*Task directions*. Exact copy, pictures excluded: output the lines from the opening of the entries through the line bearing "inset:0; background:#4ac3e0; transform-origin:0".

Source data
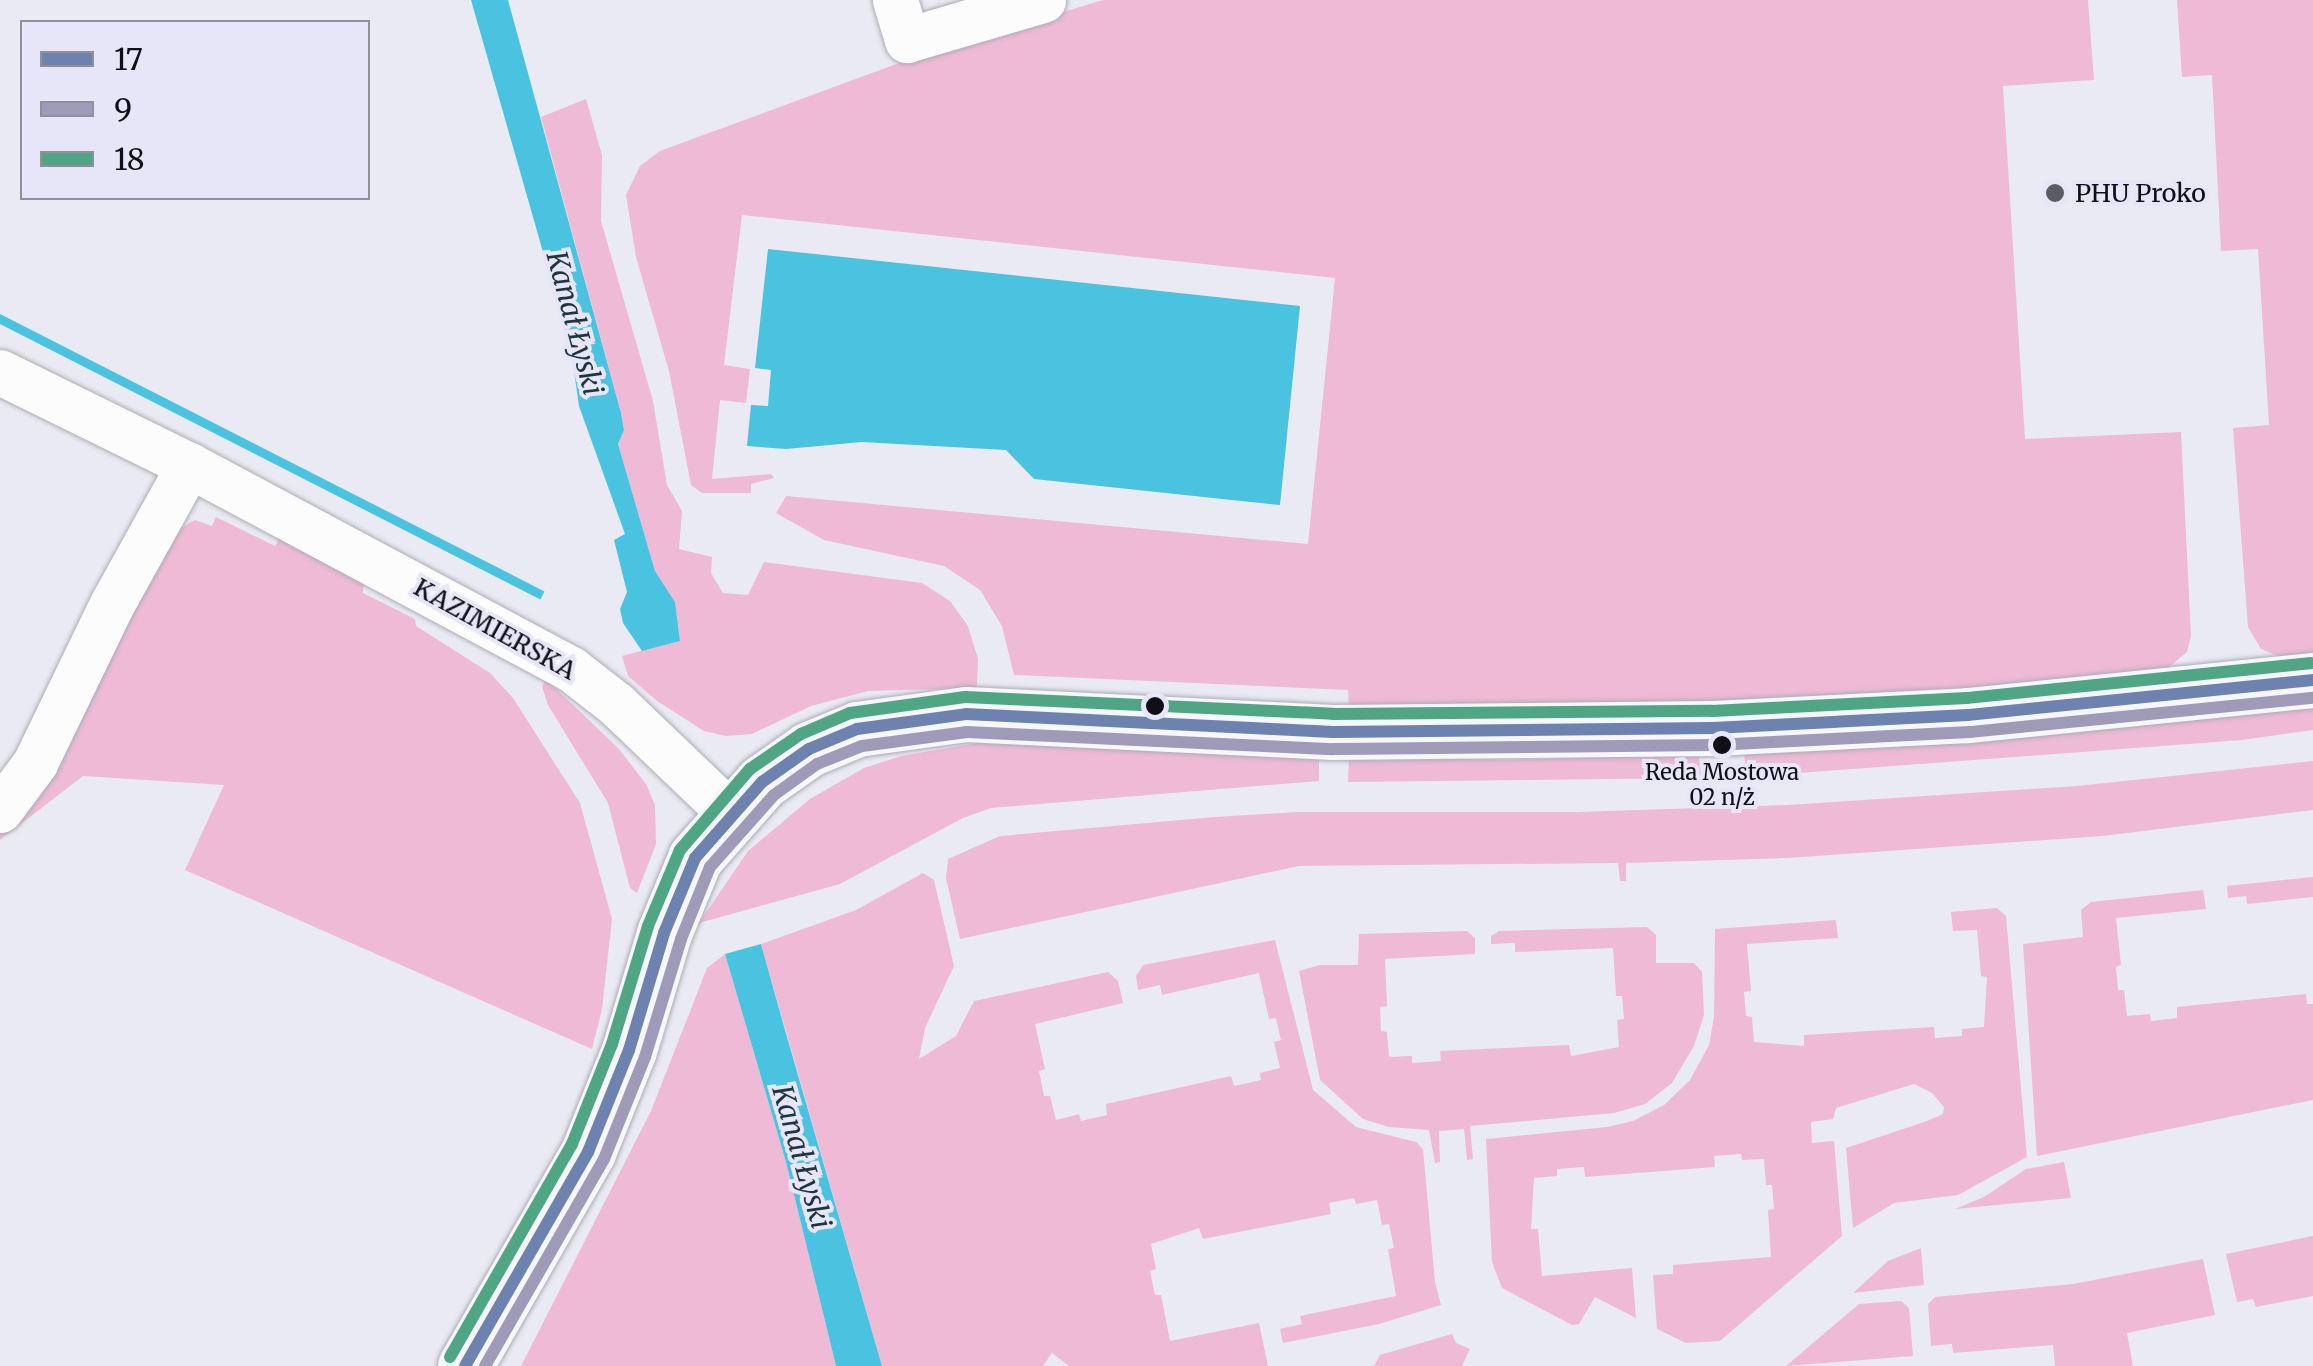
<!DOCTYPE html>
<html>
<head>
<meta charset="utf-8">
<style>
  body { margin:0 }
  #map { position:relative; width:2313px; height:1366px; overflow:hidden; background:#eaeaf4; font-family:Merriweather,serif }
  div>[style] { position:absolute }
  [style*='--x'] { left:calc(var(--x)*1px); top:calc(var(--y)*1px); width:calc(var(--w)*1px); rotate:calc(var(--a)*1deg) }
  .green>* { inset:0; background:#efbad6 }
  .water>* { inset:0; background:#4ac3e0; transform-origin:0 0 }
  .roads { filter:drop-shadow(0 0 2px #adacb4) drop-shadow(0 0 2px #adacb4) }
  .street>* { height:45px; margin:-22.5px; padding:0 22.5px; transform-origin:22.5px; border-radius:22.5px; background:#fcfcfd }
  .secondary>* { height:55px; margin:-27.5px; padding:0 27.5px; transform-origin:27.5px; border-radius:27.5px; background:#f6f7fa }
  .bus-1>* { height:12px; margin:-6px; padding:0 6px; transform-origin:6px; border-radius:6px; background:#6d82af }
  .bus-2>* { height:12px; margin:-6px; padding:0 6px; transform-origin:6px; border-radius:6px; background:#a09ab9 }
  .bus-3>* { height:12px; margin:-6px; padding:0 6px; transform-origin:6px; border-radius:6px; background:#50a684 }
  .dots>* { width:28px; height:28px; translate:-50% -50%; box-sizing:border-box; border:5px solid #e6e6f8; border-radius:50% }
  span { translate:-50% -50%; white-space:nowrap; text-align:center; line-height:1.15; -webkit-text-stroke:8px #e6e6f8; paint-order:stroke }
  .bus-label { font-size:22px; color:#0f0f15 }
  .poi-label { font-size:25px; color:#0f0f15 }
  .left { translate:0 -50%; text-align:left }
  .street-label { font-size:25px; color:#0f0f15 }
  .water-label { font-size:28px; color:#1e353c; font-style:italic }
  .legend { position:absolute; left:20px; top:20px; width:350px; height:180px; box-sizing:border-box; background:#e6e6f8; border:2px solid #90909d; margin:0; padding:12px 18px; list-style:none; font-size:30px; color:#0f0f15 }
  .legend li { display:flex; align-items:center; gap:20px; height:50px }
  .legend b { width:50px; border:2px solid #90909d }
</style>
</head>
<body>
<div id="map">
  <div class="green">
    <i style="clip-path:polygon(1103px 0,2088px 0,2094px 80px,2003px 86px,2025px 439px,2181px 432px,2191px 636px,2187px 652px,2163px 672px,1881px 695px,1665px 704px,1349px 706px,1348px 690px,1014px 675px,1002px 626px,980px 590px,944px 566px,824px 540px,776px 513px,786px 496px,1308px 544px,1335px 278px,742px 215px,724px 365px,750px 369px,746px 403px,720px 400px,712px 479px,771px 474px,774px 478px,751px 484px,751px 493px,702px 493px,691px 485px,669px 371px,636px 257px,626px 195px,640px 166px,660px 151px,918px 56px)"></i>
    <i style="clip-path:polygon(2177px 0,2313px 0,2313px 655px,2286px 659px,2261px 649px,2248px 627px,2233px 428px,2269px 425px,2258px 249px,2221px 251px,2212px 75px,2182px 77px)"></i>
    <i style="clip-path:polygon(586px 99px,602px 155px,601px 221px,653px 401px,667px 485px,682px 511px,679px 549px,712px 557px,711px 573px,723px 593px,748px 595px,764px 562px,922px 583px,950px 601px,968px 626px,978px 659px,977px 688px,868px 691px,811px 706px,752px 734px,726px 736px,704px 731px,657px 701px,628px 676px,622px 656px,680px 641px,675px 602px,655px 571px,618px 444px,624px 430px,621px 413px,541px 117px)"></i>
    <i style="clip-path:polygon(216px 517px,275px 546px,281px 536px,364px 580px,363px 593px,415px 619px,416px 626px,490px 673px,513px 698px,580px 803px,612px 919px,602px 1009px,592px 1049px,185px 870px,224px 785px,83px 776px,0 840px,0 826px,172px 533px,195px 520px,212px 526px)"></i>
    <i style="clip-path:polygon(546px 679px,619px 749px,646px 784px,655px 805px,656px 844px,637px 893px,630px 888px,608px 803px,548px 705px,542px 687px)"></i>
    <i style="clip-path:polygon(2313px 706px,2313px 730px,2242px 740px,1746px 777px,1744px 751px)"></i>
    <i style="clip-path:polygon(977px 743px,1319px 757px,1319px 781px,991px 808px,963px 818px,840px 884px,699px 923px,748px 851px,810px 799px,864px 768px,901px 756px)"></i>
    <i style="clip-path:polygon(1699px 753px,1701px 778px,1348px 782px,1349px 757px,1512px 760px)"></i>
    <i style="clip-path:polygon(2313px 761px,2313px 810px,2103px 836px,1788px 858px,1626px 863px,1626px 881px,1620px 881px,1618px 863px,1299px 866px,960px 939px,946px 878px,948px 859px,1000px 836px,1215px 817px,1298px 812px,1578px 812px,1788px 805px,2077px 786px)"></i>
    <i style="clip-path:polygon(923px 873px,934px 880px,954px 966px,925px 1028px,919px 1059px,956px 1036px,974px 1001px,1108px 972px,1118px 981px,1123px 1003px,1035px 1024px,1045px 1069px,1039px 1071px,1044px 1096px,1050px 1096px,1056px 1120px,1079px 1114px,1081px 1121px,1107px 1115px,1106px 1104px,1231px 1076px,1234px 1086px,1261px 1080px,1260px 1073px,1280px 1068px,1274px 1042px,1281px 1040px,1276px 1018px,1269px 1019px,1259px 973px,1162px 995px,1160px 985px,1138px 990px,1136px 976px,1143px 965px,1275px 940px,1313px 1090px,1356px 1127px,1416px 1142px,1423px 1149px,1435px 1282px,1441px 1305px,1379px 1324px,1283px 1343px,1280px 1329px,1302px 1324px,1300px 1316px,1396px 1296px,1388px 1249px,1394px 1248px,1389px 1224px,1382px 1225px,1377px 1200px,1356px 1204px,1354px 1198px,1329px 1203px,1331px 1214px,1203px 1239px,1199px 1228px,1151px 1244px,1156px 1269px,1150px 1271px,1155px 1295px,1161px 1295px,1170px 1341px,1259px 1323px,1268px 1366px,1069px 1366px,1052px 1353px,1043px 1366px,882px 1366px,761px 944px,856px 910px)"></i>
    <i style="clip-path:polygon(2313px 877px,2313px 897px,2247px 904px,2246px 896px,2228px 898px,2227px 886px)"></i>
    <i style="clip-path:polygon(2203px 890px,2206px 909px,2116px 918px,2121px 965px,2116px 967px,2118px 990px,2124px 990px,2127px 1016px,2150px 1014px,2151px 1021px,2177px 1018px,2177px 1007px,2306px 994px,2307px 1004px,2313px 1004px,2313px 1100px,2037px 1156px,2023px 944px,2083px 937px,2081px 910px,2091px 902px)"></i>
    <i style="clip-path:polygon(1997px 908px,2006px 916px,2027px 1157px,1958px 1195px,1894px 1203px,1853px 1228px,1846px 1148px,1927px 1121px,1943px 1114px,1944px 1107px,1932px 1093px,1914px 1084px,1836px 1108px,1833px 1119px,1811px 1122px,1812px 1143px,1834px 1141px,1842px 1236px,1720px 1341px,1686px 1343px,1657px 1329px,1653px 1275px,1673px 1274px,1673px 1265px,1771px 1257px,1768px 1210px,1774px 1209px,1772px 1185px,1766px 1185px,1764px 1159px,1742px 1160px,1741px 1154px,1714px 1156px,1715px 1167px,1585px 1177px,1584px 1167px,1557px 1169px,1557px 1176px,1534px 1178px,1531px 1229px,1538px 1229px,1542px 1276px,1632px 1268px,1636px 1318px,1595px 1297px,1579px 1324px,1572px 1325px,1502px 1288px,1492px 1262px,1486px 1139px,1607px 1127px,1633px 1121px,1664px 1105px,1690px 1080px,1709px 1045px,1714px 1017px,1715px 929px,1836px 920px,1838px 938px,1747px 944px,1751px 991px,1744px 992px,1746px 1016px,1752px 1017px,1754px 1042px,1804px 1046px,1804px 1035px,1934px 1027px,1935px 1038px,1962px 1036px,1962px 1029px,1984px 1027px,1987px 977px,1981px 976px,1977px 930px,1953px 931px,1951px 912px)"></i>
    <i style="clip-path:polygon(1647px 927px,1656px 935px,1656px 963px,1694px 963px,1702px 972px,1704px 1015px,1694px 1046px,1672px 1083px,1645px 1104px,1614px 1113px,1470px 1126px,1473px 1159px,1467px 1160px,1464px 1129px,1439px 1131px,1440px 1162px,1435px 1163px,1429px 1130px,1389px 1127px,1363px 1119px,1320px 1080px,1299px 971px,1320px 965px,1358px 965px,1359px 934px,1467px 931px,1475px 938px,1475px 954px,1385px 959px,1387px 1006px,1380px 1007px,1381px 1031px,1387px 1032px,1389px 1057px,1412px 1056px,1412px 1063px,1441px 1061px,1440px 1051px,1569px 1045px,1571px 1056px,1619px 1047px,1617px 1020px,1624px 1019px,1622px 996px,1616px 996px,1613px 948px,1515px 952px,1515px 943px,1491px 944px,1491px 936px,1499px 931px)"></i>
    <i style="clip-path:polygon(725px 954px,786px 1162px,836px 1366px,521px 1366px,651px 1111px,707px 968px)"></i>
    <i style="clip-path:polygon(2064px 1162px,2071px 1198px,1955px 1209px,1984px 1197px,2026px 1169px)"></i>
    <i style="clip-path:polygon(2313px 1236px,2313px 1296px,2256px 1307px,2253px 1299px,2237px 1302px,2226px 1254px)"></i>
    <i style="clip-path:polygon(1921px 1248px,1924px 1285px,1853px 1293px,1888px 1261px)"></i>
    <i style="clip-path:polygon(2203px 1259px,2215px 1315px,2127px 1333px,2133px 1366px,2055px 1366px,2053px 1345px,1953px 1353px,1952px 1344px,1931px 1346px,1928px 1304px,1935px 1297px,2073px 1284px)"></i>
    <i style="clip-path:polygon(1901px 1301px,1909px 1308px,1913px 1356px,1786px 1366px,1859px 1304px)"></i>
    <i style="clip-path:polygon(1452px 1334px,1456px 1343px,1470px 1349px,1462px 1366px,1374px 1366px,1380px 1355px)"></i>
  </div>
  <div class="water">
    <i style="clip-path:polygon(471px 0,508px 0,621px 413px,624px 430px,618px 444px,655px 571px,675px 602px,680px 641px,642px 651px,623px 623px,620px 609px,627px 592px,614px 540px,625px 534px,579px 406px,571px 350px)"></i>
    <i style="clip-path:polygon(768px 249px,1300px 306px,1280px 505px,1034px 479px,1006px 450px,862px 442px,786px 449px,747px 446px,751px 405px,768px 406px,771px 370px,755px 368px)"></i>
    <i style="left:0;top:314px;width:611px;height:9px;rotate:27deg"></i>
    <i style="clip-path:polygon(761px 944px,785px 1030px,882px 1366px,836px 1366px,786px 1162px,725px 954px)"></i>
  </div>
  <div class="roads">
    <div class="street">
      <i style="--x:895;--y:0;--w:42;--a:73.3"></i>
      <i style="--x:907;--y:40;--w:142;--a:-16.4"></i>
      <i style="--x:0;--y:372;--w:211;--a:26.2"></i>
      <i style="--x:189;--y:465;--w:433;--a:28.1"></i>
      <i style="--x:571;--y:669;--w:57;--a:37.9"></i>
      <i style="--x:616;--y:704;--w:158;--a:43.7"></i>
      <i style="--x:0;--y:810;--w:59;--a:-53.3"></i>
      <i style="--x:35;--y:763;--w:177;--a:-64.2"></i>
      <i style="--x:112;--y:604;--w:159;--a:-61"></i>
    </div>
    <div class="secondary">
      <i style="--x:465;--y:1366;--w:247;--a:-60.1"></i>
      <i style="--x:588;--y:1152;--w:110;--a:-68.1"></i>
      <i style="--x:629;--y:1050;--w:122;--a:-73.3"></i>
      <i style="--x:664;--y:933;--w:81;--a:-67.5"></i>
      <i style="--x:695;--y:858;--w:101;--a:-48.6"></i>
      <i style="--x:762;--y:782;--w:57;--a:-35.1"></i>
      <i style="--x:809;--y:749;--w:52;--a:-22.6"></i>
      <i style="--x:857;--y:729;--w:110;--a:-7.8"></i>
      <i style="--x:966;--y:714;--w:367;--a:2.8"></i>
      <i style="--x:1333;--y:732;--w:380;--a:-0.6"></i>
      <i style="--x:1713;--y:728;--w:255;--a:-2.9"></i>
      <i style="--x:1968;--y:715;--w:347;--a:-5.8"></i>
    </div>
  </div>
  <div class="bus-1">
    <i style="--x:465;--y:1366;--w:247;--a:-60.1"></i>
    <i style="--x:588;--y:1152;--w:110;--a:-68.1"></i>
    <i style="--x:629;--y:1050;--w:122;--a:-73.3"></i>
    <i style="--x:664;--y:933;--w:81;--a:-67.5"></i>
    <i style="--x:695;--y:858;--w:101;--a:-48.6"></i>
    <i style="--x:762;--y:782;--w:57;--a:-35.1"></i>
    <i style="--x:809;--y:749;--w:52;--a:-22.6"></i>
    <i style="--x:857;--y:729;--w:110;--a:-7.8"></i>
    <i style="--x:966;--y:714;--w:367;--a:2.8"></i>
    <i style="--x:1333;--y:732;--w:380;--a:-0.6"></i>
    <i style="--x:1713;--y:728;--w:255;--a:-2.9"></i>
    <i style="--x:1968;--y:715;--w:347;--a:-5.8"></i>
  </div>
  <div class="bus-2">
    <i style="--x:485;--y:1366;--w:239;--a:-60.1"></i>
    <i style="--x:604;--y:1159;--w:110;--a:-68.1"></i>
    <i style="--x:645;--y:1057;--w:123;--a:-73"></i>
    <i style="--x:681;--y:939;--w:78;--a:-68.1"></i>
    <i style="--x:710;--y:867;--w:96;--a:-48.4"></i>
    <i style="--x:774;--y:795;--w:53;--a:-35.8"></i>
    <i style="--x:817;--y:764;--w:48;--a:-21.8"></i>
    <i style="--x:862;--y:746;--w:106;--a:-7.6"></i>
    <i style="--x:967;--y:732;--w:366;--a:2.7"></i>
    <i style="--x:1333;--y:749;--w:381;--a:-0.6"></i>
    <i style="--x:1714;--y:745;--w:256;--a:-2.9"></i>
    <i style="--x:1970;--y:732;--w:345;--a:-5.7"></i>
  </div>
  <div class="bus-3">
    <i style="--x:450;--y:1357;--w:245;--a:-60.2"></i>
    <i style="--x:572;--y:1144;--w:108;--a:-68.2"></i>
    <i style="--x:612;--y:1044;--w:123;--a:-73"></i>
    <i style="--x:648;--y:926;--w:82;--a:-67.2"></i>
    <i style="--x:680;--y:850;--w:107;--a:-49.2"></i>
    <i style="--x:750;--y:769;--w:62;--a:-34.5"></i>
    <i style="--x:801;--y:734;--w:53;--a:-23.2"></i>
    <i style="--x:850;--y:713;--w:116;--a:-7.9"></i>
    <i style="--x:965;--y:697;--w:368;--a:2.6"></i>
    <i style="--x:1333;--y:714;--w:379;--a:-0.5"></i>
    <i style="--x:1712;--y:711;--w:255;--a:-2.9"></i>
    <i style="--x:1967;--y:698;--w:346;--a:-5.8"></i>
  </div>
  <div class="dots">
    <i style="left:2055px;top:193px;background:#5c5c63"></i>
    <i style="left:1155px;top:706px;background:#0f0f15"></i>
    <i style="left:1722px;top:745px;background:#0f0f15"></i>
  </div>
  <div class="bus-label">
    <span style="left:1722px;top:785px">Reda Mostowa<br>02 n/ż</span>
  </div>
  <div class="poi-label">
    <span class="left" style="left:2075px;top:193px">PHU Proko</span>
  </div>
  <div class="street-label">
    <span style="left:495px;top:629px;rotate:29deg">KAZIMIERSKA</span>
  </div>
  <div class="water-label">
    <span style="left:575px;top:323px;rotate:75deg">Kanał Łyski</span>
    <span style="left:802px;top:1157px;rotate:74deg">Kanał Łyski</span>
  </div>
  <ul class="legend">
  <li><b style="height:12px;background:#6d82af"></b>17</li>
  <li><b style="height:12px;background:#a09ab9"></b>9</li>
  <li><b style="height:12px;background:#50a684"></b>18</li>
  </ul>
</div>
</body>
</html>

*Task solution*.
<!DOCTYPE html>
<html>
<head>
<meta charset="utf-8">
<style>
  body { margin:0 }
  #map { position:relative; width:2313px; height:1366px; overflow:hidden; background:#eaeaf4; font-family:Merriweather,serif }
  div>[style] { position:absolute }
  [style*='--x'] { left:calc(var(--x)*1px); top:calc(var(--y)*1px); width:calc(var(--w)*1px); rotate:calc(var(--a)*1deg) }
  .green>* { inset:0; background:#efbad6 }
  .water>* { inset:0; background:#4ac3e0; transform-origin:0 0 }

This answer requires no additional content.